Snickers: People like to shop Nordstrom, and they like to shop Trader Joe’s. The common denominator of these different brands is they both know how to inject pleasure into their shopping environments. It could be as straightforward as making it easy to find items on the shelf and eliminating confusion. It could be an empowered worker who can troubleshoot a special request without a manager. The trick is anticipating the shopper mindset in that particular environment. Of course, offering free samples and a little live music never hurts, either.

Payday: Wowing shoppers can be pretty simple; it often just takes providing them with more than they came for, as a benefit. Kroger gives away free slices of fresh pizza at some of its stores. At the Samsung 837 store in Manhattan, shoppers can experience the evacuation of the Titanic or travel through a haunted building, both using virtual reality via Samsung products. None of these experiences require an RSVP, and shoppers get to sample the goods, which benefits the brands.

Starburst: If experience is retail’s North Star, then the strategic intent of that desired experience and the platform upon which the retailer has built it needs to stretch from in-store to online to delivery, and so on.

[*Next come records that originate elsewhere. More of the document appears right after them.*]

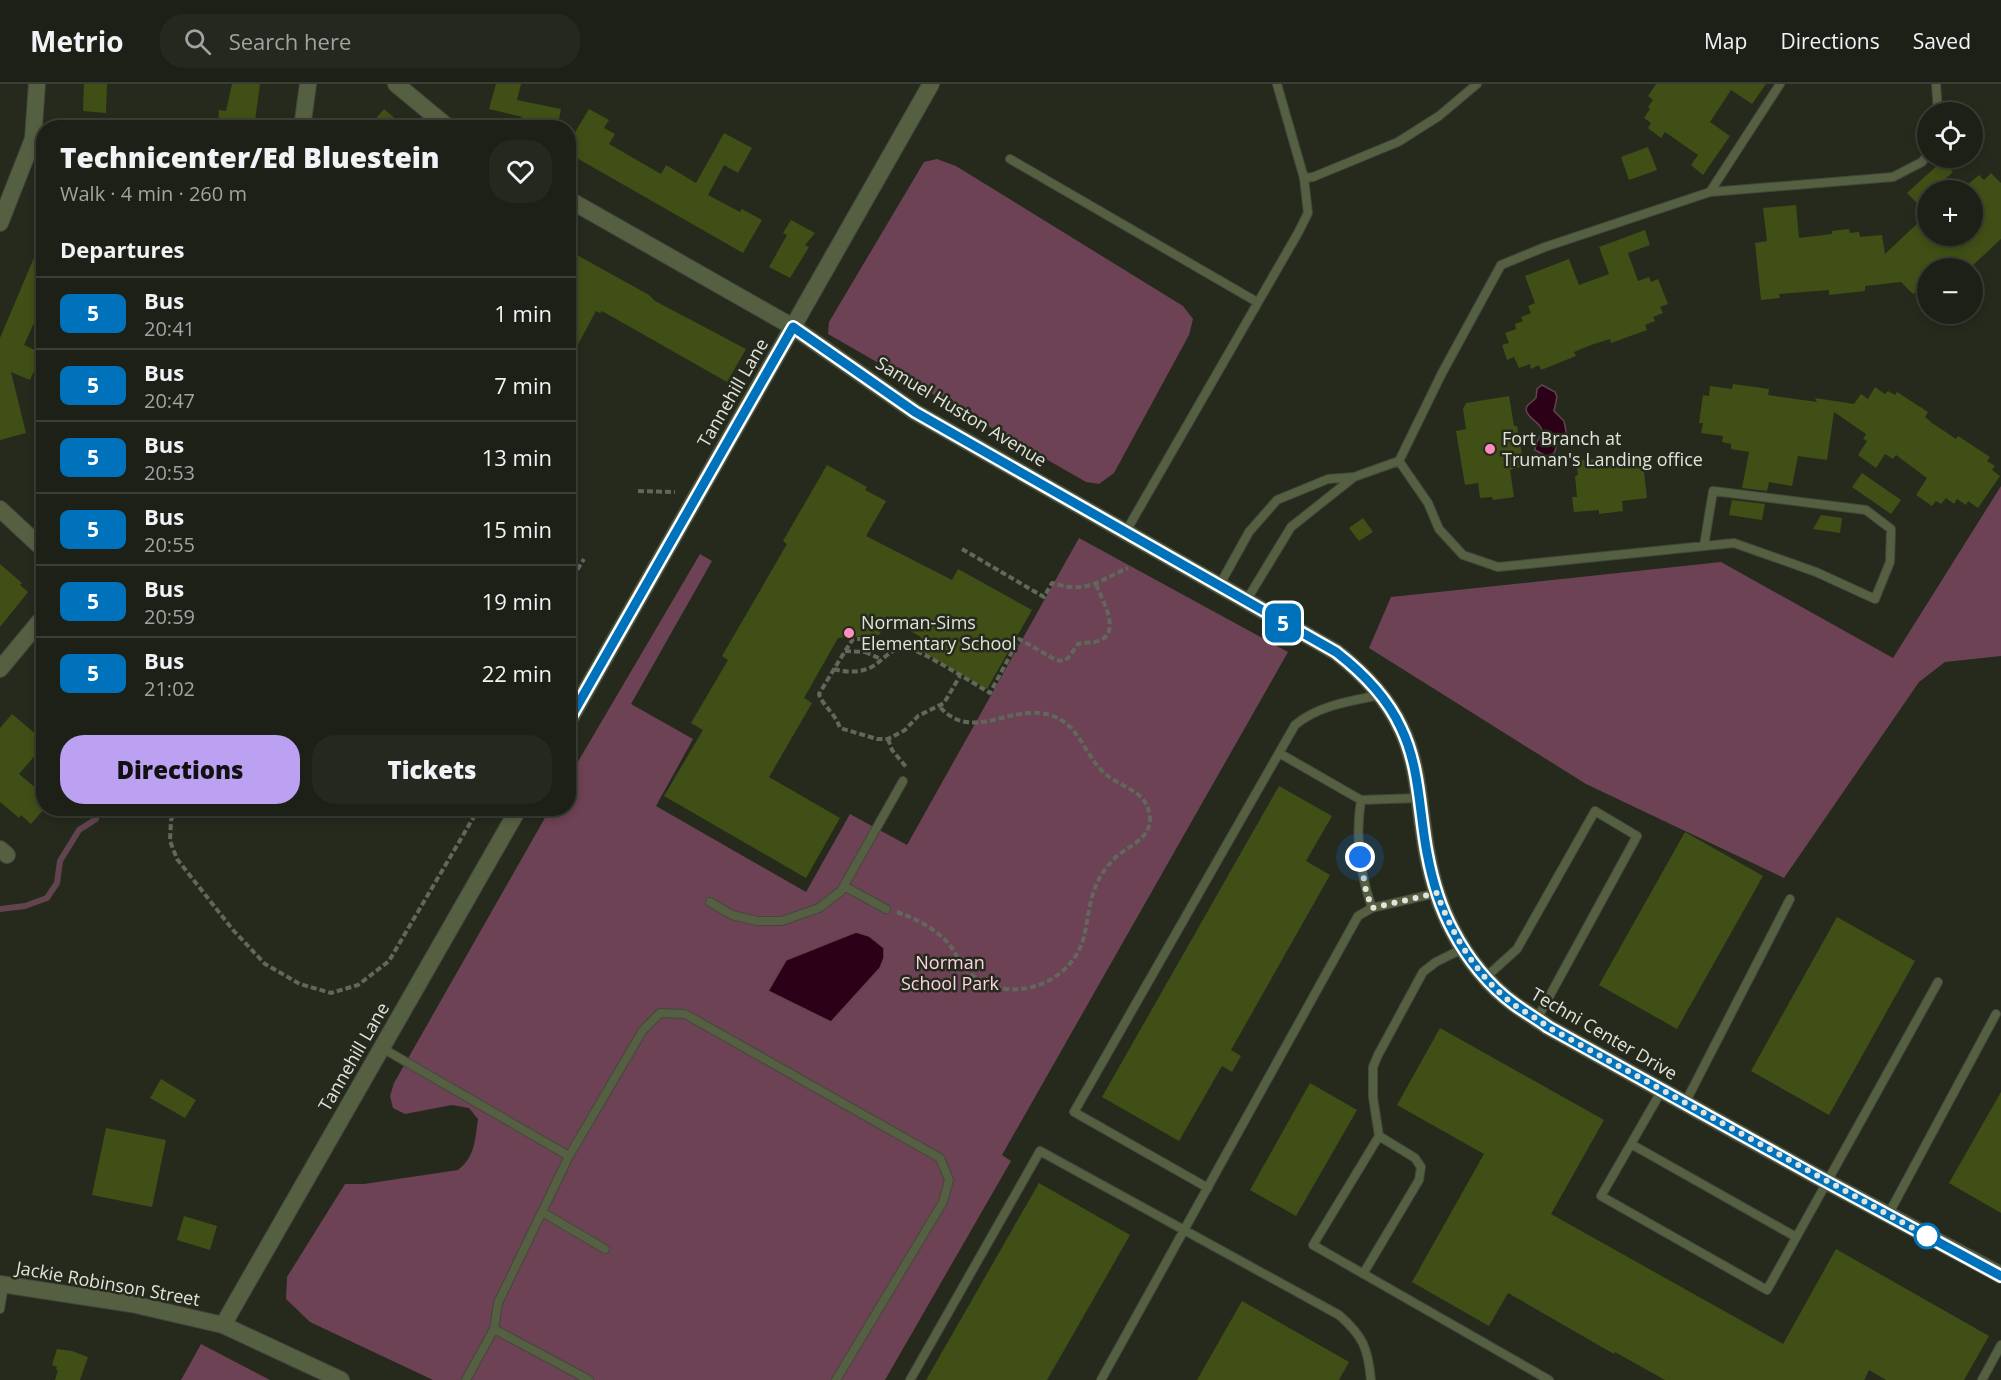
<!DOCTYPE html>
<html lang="en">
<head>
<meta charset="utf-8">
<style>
	body { margin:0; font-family:"Open Sans",sans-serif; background:#25281f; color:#f1f3f6; height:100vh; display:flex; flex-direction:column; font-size:22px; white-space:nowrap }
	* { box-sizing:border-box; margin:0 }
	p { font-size:20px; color:#a0a3a1 }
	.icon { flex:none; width:33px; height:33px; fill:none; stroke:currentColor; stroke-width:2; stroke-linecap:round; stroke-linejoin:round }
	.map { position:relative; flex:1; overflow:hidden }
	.details { position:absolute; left:36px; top:36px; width:540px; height:696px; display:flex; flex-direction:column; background:#1c2016; border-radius:24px; box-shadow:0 3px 9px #0003,0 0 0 2px #3a3e35 }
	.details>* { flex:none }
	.badge { padding:0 12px; border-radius:9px; font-size:21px; line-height:39px }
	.tools { position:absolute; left:1917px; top:18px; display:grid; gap:12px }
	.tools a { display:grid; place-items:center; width:66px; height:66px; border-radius:50%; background:#1c2016; box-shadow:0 3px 9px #0003,0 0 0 2px #3a3e35; font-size:30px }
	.you { position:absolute; width:30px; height:30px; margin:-15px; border:4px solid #fff; border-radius:50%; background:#1a73e8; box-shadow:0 0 0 9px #1a73e833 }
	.map>.badge { position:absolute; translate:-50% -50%; box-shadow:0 0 0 3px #fff }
	h2 { padding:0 24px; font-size:22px; line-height:54px }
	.round { display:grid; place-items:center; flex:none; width:63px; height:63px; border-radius:24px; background:#25281f }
	.summary { display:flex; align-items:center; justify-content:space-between; height:102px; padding:0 24px }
	h1 { font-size:28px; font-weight:800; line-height:45px }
	.button { display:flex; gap:12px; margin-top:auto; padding:12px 24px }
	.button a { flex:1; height:69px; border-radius:24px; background:#bca0f2; color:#111; font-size:24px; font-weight:800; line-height:69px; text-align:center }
	.button a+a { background:#25281f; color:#f1f3f6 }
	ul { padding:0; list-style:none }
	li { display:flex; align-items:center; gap:18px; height:72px; padding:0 24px; border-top:2px solid #3a3e35 }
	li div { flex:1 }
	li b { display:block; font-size:22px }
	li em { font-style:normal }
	li .badge { min-width:66px; font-weight:700; text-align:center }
	header { display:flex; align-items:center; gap:36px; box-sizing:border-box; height:84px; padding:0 30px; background:#1c2016; border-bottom:2px solid #3a3e35 }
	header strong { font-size:28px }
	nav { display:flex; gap:33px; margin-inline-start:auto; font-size:21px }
	.search { width:420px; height:54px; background:#25281f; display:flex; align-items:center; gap:15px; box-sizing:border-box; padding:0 21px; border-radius:24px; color:#a0a3a1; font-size:22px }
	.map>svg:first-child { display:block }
</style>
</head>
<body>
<header>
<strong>Metrio</strong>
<div class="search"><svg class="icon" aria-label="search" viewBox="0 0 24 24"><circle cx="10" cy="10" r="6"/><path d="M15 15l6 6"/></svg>Search here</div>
<nav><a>Map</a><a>Directions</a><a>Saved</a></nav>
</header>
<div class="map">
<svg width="2001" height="1296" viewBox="0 0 2001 1296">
	<rect width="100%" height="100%" fill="#252a1d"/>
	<!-- green -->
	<path fill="#6c4254" d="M937 75 956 82 1183 222 1193 235 1189 251 1114 389 1099 400 1086 398 828 250 829 238 924 78Z
		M2001 402V572L1945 578 1919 598 1784 794 1586 700 1369 564 1391 513 1721 478 1893 574Z
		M1079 454 1288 568 1002 1071 1011 1077 885 1296H433L310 1238 286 1215 287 1193 345 1100H364L458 1086C475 1073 475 1056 478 1035L469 1024 452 1021 405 1030 393 1024 390 1012 394 999 550 725 568 724 569 693 700 470 712 477 631 620 693 655 656 722 806 808 850 730 907 761Z
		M201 1260 270 1296H181Z"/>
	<!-- water -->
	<path fill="#2c0016" stroke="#624451" stroke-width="1.5" d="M1542 301 1555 308 1557 313 1554 327 1564 337 1567 352 1564 357 1558 359 1554 369 1548 373 1535 366C1535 358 1541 354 1542 346 1539 337 1529 336 1526 326L1527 322 1536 314 1537 305Z
		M856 848 869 852 884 864V874L880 884 831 938 768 907 786 876Z"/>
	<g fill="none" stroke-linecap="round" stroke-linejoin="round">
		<!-- stream -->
		<path stroke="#624451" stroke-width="6" d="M0 825 25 822 47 814 57 799 60 777 79 746 96 735 98 724"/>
	</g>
	<!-- building -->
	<path fill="#404f15" d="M84 0H107L106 29 83 27Z
		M232 0H260L254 44H218L219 26 226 27Z
		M496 0H521L517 16 561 25 557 44H529L520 42 522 33 489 25Z
		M1656 0H1766L1752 20 1731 6 1710 38 1730 52 1703 91 1691 81 1698 71 1665 48 1661 54 1648 44 1651 39 1644 34 1650 25 1648 23 1653 16 1648 12Z
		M384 25 406 44H368Z
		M589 25 609 36 604 44 615 50 609 60 661 90 666 81 696 99 724 49 752 64 738 89 724 81 708 111 740 128 742 125 762 136 743 169 568 69V60Z
		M1648 63 1657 86 1629 96 1621 73Z
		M1942 77 1953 88 1933 106H1928V111L1918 120 1907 109Z
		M1991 89 2001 99V155L1970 184H1928V214L1919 205 1913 210 1901 198 1865 202V207L1829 211V206L1779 210 1780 214 1761 216 1755 159 1767 157 1763 124 1796 121 1799 154 1832 150V147L1849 145 1850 149 1859 148 1860 153 1882 151 1885 170 1920 137 1928 145V152H1972V106L1966 102 1979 91 1984 96Z
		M791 136 815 149 805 161 809 163 790 194 769 183 787 151 783 149Z
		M1645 146 1650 161 1628 169 1638 197 1649 193 1651 198 1658 195 1668 220 1660 223 1663 229 1653 233 1655 237 1645 241 1647 246 1611 259 1610 255 1591 261 1574 268 1576 272 1541 286 1539 281 1531 285 1530 280 1519 284 1514 273 1507 276 1502 261 1509 259 1505 249 1516 245 1515 240 1523 237 1521 233 1531 229 1528 222 1535 219 1525 192 1569 175 1579 201 1609 190 1599 163Z
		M44 150V217L24 261 42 269 30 296 11 288 26 349 0 356V254Z
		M568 166 649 211 655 217 746 265 727 298 602 227 600 229 596 227 568 279Z
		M1733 300 1769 305 1768 311 1817 318 1815 314 1854 320 1861 310 1868 315 1875 303 1885 310 1888 307 1895 311 1897 308 1928 328 1925 333 1932 339 1956 355 1958 352 1990 373 1987 377 1995 382 1992 386 2000 392 1978 424 1968 417 1966 421 1957 415 1954 420 1946 414 1941 420 1936 417 1932 422 1916 411 1927 394 1896 371 1893 375 1885 370 1876 384 1858 371 1867 357 1863 355 1866 350 1834 328 1827 376 1798 372 1792 402 1769 398 1767 407 1742 404 1749 368 1731 365V360L1722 358 1723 352 1701 349 1703 339H1699L1703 311 1709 312 1710 302 1732 305Z
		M1509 312 1514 342H1517L1524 382 1510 386 1514 413 1493 416 1492 413 1480 414 1478 399 1465 401 1456 347 1466 345 1463 325 1466 319Z
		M1642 370 1647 414 1622 417 1623 427 1599 430V426L1574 428 1572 413H1577L1575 392 1578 391 1576 377Z
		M827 381 867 403 865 406 886 417 866 452 952 496 958 485 1032 526 987 605 914 563 921 553 889 535 879 551 838 554 804 614 812 619 769 693 840 734 806 794 664 712 703 646 691 639 728 576 722 572 787 460 783 457Z
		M1862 389 1901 416 1891 430 1852 403Z
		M1732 416 1765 420 1762 436 1729 431Z
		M1821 431 1842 434 1840 449 1813 445Z
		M1363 434 1373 448 1359 457 1349 444Z
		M0 480 22 499 20 501 28 508 0 543Z
		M12 630 44 657V661L19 690 44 711V725L31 740 21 731 19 734 0 718V644Z
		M1279 702 1332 732 1306 777 1330 791 1231 966 1241 972 1232 988 1222 982 1179 1057 1102 1013Z
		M1685 748 1763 792 1677 945 1599 901Z
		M1837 833 1915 877 1829 1031 1751 987Z
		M1440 944 1604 1036 1551 1130 1783 1260 1836 1165 1989 1252 1964 1296H1886L1869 1286 1864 1296H1665L1615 1268 1614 1270 1508 1209 1489 1242 1412 1198 1484 1070 1397 1021Z
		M161 995 196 1016 185 1034 150 1014Z
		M1310 999 1357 1026 1296 1132 1250 1106Z
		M2001 1008V1129L1949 1099Z
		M106 1044 166 1056 152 1123 92 1111Z
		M1039 1099 1130 1151 1047 1296H926Z
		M184 1132 217 1142 210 1166 177 1156Z
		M1242 1217 1349 1278 1339 1296H1197Z
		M57 1265 72 1267 88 1273 80 1296H55L58 1286H56L57 1283 52 1281Z"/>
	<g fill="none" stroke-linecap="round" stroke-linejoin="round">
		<!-- service casing -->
		<g stroke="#43483b" stroke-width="10">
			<path id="service" d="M1277 0 1304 94 1313 93 1398 58 1439 32 1477 0
				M1936 0 1938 28
				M1010 75 1257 218
				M1710 108 1780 0
				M1125 449 1298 149 1308 129 1304 94
				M1704 462 1713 407 1866 426 1891 445 1890 478 1875 515 1816 488 1734 459 1498 483 1463 471 1439 445 1428 419 1399 377 1442 289 1501 181 1545 163 1710 108 1893 93 1922 78 1928 70
				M1219 502 1249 448 1277 416 1328 395 1354 393 1399 377
				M1246 517 1291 443 1354 393
				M1279 669 1361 716 1419 714
				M1361 716C1355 753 1360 790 1372 824
				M844 802 886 825
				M710 818 732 831 757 837H782L819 824 841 807 903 697
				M1464 864 1436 878 1423 888 1378 971 1373 983V1013L1379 1052 1313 1161 1549 1296
				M1486 893 1517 865 1595 727 1637 752 1537 935
				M382 964 569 1072
				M1662 1006 1601 1112 1767 1206 1938 898
				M1685 1019 1790 815
				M1631 1060 1796 1153
				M1208 1104 1074 1028 1295 641C1319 621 1351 617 1380 611
				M542 1128 605 1165
				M1888 1131 1996 930
				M1363 1190 1419 1096 1421 1083 1415 1074 1379 1052
				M0 1225 4 1201
				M494 1245 589 1296
				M466 1296 494 1245 498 1219 569 1072 643 946 660 929 685 930 940 1074 949 1096 943 1118 836 1296
				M910 1296 1040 1067 1339 1231C1363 1252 1368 1264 1371 1296
				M1101 1296 1358 832 1372 824 1437 809
				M1982 1296 2001 1261"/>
		</g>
		<!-- minor casing -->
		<g stroke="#43483b" stroke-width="18">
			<path id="minor" d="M396 0 449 44
				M302 44 308 0
				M568 115 793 243 915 328 1336 568C1363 589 1387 613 1401 644 1420 683 1419 727 1427 769 1432 796 1440 823 1453 847 1467 874 1489 902 1514 920 1525 928 1537 935 1548 943L1814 1091 2001 1191
				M0 139 33 55 37 0
				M0 425 44 466
				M0 585 44 532
				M568 638 931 0
				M0 765 7 771
				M0 1200 132 1220 223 1241 341 1296
				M223 1241 519 724"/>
		</g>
		<!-- path -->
		<path stroke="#62675b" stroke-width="4" stroke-dasharray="6 3" stroke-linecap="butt" d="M638 407 675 408
			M962 465 1044 513 1052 499C1058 500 1065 503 1072 503 1093 505 1110 491 1128 484
			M568 501 584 475
			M845 567 865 568 866 555H853C841 573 830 592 819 610 824 624 834 627 840 644L877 655H888L905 646 918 632 944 619 960 592
			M865 568 881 575
			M834 585C847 589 863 589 875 581 885 574 892 563 907 564 919 565 975 600 990 609L1019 555 1056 576 1063 577 1068 574 1078 560C1085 558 1095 559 1101 556 1121 546 1101 514 1096 500
			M888 655 892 666 907 684
			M178 724 171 736 170 757 177 775 233 846 265 880 300 900 331 909 358 901 389 877 479 724
			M897 828C914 834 935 844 947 858 953 864 957 873 962 881 983 907 1019 912 1048 897 1067 887 1081 870 1085 848 1091 818 1091 798 1115 774 1127 762 1150 756 1150 735 1149 708 1125 705 1108 692 1084 674 1082 641 1050 631 1010 619 972 660 939 622"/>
		<!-- service -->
		<use href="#service" stroke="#555f42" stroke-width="8"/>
		<!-- minor -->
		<use href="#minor" stroke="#555f42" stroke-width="16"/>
	</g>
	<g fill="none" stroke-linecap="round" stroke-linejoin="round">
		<!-- line casing -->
		<g stroke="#fff" stroke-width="14">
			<path id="line" d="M568 638 793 243 915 328 1336 568C1363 589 1387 613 1401 644 1420 683 1419 728 1427 769 1432 796 1440 823 1453 847 1467 874 1489 902 1514 920 1525 928 1537 935 1548 943L1814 1091 2001 1192"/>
		</g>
		<!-- line -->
		<use href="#line" stroke="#0072bc" stroke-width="9"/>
		<!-- walk -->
		<path stroke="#e0e4db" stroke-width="6" stroke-dasharray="0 10.8" d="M1360 773 1366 807 1372 824 1437 809C1452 851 1477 892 1513 920 1524 928 1537 934 1548 943L1927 1152"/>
	</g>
	<!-- markers -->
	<g fill="#fd8ebf" stroke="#252a1d" stroke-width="2">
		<circle cx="1490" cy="365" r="6"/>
		<circle cx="849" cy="549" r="6"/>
	</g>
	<circle fill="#fff" stroke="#0072bc" stroke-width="3" cx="1927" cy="1152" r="12"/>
	<g text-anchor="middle" stroke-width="5" stroke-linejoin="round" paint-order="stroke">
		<!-- street labels -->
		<g font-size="18" fill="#e0e4db" stroke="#252a1d">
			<text transform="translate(733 309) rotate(-60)" y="6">Tannehill Lane</text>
			<text transform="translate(961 328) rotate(31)" y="6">Samuel Huston Avenue</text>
			<text transform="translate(1604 950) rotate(30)" y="6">Techni Center Drive</text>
			<text transform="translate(354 973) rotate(-60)" y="6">Tannehill Lane</text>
			<text transform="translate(108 1200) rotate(10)" y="6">Jackie Robinson Street</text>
		</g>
		<!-- poi labels -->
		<g font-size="18" fill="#e0e4db" stroke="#252a1d" text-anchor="start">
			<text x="1502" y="361">Fort Branch at<tspan x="1502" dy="21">Truman's Landing office</tspan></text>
			<text x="861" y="545">Norman-Sims<tspan x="861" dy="21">Elementary School</tspan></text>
		</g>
		<!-- park labels -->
		<g font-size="18" fill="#ffd3e4" stroke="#252a1d">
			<text x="950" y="885">Norman<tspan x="950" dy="21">School Park</tspan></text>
		</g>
	</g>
</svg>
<div class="tools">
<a><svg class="icon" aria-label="locate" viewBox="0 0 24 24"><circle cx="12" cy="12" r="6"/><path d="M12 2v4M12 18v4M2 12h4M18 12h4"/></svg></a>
<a>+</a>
<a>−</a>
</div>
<div class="you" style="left:1360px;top:773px"></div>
<b class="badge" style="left:1283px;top:539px;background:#0072bc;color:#fff">5</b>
<section class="details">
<div class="summary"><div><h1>Technicenter/Ed Bluestein</h1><p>Walk · 4 min · 260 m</p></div><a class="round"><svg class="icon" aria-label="heart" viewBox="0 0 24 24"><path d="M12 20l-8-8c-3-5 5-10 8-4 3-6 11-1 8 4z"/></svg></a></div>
<h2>Departures</h2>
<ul>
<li><span class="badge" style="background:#0072bc;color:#fff">5</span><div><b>Bus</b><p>20:41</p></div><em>1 min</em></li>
<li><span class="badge" style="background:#0072bc;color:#fff">5</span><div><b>Bus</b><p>20:47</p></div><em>7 min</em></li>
<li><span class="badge" style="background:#0072bc;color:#fff">5</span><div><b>Bus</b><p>20:53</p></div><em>13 min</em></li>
<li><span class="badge" style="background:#0072bc;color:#fff">5</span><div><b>Bus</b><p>20:55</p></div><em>15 min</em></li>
<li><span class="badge" style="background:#0072bc;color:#fff">5</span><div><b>Bus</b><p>20:59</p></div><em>19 min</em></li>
<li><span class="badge" style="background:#0072bc;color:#fff">5</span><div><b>Bus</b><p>21:02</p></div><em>22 min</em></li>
</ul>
<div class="button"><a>Directions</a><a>Tickets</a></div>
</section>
</div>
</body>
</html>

It’s elementary, but small hazards could upend the shopper’s brand impression. The furniture chain Crate & Barrel, for example, offers an app that maintains the user’s shopping cart so customers can pick up wherever they left off, regardless of device. This eliminates the chances that a shopper will abandon a possible purchase and, importantly, spreads the experiential stardust across all channels for a consistent encounter.

Lastly, retailers shouldn’t hide from their mistakes; they should view them as opportunities to create authentic interactions with their customers. Acknowledging the issue and even involving customers in potential solutions could turn that bad experience into one that enhances shopper loyalty. Shoppers, like employees, are key partners in the process. If retailers think that way, then instead of Dum Dums, they can be considered one of the Three Musketeers.’